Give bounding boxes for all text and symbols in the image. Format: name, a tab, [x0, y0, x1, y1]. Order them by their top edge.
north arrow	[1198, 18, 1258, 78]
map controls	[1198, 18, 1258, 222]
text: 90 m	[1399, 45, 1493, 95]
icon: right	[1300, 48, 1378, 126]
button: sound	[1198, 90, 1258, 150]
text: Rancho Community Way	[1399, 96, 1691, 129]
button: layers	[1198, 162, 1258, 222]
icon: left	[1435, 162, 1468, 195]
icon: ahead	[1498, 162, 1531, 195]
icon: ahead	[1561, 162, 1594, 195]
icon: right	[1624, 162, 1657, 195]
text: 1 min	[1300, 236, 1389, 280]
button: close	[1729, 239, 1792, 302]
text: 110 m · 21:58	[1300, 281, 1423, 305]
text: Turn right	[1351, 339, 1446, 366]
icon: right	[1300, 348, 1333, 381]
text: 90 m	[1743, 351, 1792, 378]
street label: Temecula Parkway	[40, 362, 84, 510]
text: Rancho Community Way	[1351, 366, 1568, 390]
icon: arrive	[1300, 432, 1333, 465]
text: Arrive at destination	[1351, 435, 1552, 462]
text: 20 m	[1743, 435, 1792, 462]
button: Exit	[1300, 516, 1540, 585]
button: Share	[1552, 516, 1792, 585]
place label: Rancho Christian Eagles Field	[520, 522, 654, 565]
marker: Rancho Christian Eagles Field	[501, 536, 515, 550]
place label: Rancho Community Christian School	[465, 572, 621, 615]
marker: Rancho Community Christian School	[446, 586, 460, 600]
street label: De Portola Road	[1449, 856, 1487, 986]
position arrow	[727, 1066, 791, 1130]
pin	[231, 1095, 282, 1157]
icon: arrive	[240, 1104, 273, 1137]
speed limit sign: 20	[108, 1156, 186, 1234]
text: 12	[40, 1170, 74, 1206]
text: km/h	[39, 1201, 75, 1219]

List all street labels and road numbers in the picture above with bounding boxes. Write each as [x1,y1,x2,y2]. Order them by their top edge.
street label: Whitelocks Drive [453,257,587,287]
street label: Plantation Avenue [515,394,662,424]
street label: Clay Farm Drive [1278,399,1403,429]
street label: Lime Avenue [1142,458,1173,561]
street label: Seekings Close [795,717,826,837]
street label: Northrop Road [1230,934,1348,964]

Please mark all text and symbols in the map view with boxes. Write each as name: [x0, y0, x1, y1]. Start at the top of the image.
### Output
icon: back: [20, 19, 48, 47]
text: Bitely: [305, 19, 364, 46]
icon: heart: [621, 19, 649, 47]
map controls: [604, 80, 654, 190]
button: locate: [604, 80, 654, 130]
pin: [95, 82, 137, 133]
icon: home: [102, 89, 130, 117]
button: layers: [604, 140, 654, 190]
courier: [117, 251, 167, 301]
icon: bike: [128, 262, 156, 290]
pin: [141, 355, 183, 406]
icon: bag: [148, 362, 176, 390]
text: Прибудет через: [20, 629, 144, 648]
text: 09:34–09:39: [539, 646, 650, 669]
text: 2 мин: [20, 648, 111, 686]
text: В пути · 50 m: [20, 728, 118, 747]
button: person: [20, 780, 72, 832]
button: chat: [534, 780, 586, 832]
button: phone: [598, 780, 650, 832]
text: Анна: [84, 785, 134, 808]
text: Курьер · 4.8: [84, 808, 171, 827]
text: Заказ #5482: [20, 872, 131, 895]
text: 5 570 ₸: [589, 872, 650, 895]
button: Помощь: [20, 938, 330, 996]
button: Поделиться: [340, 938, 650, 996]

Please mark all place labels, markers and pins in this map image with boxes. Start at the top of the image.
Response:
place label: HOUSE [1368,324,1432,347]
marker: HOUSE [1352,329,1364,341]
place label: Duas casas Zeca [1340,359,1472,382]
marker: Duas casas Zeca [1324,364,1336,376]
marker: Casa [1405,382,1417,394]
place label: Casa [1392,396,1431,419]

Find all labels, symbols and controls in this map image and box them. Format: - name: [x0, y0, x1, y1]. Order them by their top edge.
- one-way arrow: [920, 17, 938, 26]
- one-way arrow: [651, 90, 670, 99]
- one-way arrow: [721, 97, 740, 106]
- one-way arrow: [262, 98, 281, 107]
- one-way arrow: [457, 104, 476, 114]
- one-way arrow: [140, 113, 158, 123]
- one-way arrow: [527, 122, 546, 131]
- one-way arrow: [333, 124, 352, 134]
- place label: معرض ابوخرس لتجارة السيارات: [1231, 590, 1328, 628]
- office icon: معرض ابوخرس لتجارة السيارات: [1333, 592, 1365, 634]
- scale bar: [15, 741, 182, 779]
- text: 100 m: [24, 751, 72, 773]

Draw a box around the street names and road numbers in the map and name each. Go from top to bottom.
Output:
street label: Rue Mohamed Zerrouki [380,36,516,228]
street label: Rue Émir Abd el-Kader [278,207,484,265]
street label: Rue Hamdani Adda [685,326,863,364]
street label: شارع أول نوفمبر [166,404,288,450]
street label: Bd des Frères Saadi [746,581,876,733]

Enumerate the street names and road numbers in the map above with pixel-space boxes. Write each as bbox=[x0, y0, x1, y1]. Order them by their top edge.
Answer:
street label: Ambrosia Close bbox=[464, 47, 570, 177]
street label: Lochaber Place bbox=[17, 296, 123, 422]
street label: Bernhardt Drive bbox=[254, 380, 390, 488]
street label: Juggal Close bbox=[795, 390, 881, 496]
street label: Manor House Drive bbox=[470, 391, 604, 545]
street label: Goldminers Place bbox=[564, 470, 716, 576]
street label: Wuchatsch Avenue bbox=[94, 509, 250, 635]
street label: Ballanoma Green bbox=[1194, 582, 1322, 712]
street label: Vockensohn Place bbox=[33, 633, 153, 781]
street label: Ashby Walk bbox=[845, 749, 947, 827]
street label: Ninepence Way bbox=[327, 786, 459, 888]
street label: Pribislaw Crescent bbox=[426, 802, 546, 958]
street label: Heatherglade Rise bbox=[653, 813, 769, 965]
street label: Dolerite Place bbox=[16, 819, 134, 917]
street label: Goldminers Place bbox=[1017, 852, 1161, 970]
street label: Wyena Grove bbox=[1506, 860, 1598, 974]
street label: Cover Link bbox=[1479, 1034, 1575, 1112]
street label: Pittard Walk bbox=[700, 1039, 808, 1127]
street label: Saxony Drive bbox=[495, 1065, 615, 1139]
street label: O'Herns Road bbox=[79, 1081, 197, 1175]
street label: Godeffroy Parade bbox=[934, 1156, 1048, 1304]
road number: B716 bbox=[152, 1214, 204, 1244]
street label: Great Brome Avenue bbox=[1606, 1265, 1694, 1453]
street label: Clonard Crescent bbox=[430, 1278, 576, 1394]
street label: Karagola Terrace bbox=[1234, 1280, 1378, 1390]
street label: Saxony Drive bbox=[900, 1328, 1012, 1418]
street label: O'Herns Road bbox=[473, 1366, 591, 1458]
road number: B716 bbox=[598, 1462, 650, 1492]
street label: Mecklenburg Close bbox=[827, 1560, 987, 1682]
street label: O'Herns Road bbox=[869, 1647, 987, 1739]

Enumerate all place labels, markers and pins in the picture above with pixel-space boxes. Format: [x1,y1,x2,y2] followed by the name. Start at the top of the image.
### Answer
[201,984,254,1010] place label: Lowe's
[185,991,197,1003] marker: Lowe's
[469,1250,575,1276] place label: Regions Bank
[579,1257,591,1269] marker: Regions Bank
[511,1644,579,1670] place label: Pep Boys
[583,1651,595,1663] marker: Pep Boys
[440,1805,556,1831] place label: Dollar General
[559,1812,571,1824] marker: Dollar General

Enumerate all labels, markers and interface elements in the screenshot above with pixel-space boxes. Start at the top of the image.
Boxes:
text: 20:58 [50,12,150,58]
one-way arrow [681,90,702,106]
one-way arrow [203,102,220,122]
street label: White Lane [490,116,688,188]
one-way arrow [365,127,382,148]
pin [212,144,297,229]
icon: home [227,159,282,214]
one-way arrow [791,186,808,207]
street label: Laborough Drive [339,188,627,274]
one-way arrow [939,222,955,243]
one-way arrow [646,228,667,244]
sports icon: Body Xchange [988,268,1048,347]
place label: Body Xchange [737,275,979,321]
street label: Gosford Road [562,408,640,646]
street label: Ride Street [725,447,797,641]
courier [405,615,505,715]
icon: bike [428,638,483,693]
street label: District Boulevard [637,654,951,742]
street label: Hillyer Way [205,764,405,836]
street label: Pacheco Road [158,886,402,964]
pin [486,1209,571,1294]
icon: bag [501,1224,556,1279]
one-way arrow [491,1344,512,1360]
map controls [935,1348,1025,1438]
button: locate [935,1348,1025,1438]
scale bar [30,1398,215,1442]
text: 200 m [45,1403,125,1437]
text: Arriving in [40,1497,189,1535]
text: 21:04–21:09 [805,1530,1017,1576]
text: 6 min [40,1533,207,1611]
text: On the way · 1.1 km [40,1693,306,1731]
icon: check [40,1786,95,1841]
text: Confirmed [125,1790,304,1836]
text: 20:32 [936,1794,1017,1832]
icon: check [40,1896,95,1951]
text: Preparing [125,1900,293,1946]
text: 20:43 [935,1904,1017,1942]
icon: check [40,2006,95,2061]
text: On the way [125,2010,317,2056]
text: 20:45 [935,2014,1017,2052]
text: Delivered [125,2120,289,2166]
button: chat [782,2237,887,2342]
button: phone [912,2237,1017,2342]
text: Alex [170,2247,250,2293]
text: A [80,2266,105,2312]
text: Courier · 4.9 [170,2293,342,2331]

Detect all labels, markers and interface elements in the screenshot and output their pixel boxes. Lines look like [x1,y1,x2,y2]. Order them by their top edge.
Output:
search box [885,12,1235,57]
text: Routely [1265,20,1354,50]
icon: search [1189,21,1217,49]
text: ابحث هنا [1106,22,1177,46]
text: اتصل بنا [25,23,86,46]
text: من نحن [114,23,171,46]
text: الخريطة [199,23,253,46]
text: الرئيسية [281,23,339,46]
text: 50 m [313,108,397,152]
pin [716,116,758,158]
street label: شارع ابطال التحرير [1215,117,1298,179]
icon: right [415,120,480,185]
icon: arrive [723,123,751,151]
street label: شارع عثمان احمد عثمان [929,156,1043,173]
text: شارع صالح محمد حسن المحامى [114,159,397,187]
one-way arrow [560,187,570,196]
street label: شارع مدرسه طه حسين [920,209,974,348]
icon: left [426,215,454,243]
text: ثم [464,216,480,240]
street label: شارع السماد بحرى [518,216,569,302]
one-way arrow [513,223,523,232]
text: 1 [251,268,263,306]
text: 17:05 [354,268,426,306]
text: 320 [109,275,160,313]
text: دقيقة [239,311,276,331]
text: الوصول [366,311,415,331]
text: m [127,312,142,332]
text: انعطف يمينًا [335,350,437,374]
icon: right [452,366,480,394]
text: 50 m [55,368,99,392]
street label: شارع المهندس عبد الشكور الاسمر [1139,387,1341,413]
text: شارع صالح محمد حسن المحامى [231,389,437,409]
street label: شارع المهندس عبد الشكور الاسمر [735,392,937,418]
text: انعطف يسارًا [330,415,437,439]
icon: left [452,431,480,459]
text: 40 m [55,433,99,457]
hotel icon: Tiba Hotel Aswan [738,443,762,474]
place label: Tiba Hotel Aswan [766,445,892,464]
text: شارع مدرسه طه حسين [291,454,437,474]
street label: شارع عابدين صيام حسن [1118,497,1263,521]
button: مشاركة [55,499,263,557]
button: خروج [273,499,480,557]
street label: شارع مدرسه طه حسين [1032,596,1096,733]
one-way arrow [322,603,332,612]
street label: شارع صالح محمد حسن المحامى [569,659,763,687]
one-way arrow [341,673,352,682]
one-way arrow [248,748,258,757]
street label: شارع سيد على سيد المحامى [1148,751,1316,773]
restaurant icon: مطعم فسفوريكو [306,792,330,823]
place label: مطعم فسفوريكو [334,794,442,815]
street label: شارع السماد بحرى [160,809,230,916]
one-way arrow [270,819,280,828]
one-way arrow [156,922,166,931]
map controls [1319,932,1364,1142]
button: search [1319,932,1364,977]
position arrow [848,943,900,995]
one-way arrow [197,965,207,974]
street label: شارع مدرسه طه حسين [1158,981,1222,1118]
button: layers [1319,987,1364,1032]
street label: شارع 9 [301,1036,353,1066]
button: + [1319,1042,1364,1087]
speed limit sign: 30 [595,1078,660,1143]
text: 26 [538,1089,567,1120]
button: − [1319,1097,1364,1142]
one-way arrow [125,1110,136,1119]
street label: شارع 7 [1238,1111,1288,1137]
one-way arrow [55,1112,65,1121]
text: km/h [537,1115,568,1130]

Work instructions: The response consists of the lines above that contain "السيارات".

Task solution:
- place label: معرض ابوخرس لتجارة السيارات: [1231, 590, 1328, 628]
- office icon: معرض ابوخرس لتجارة السيارات: [1333, 592, 1365, 634]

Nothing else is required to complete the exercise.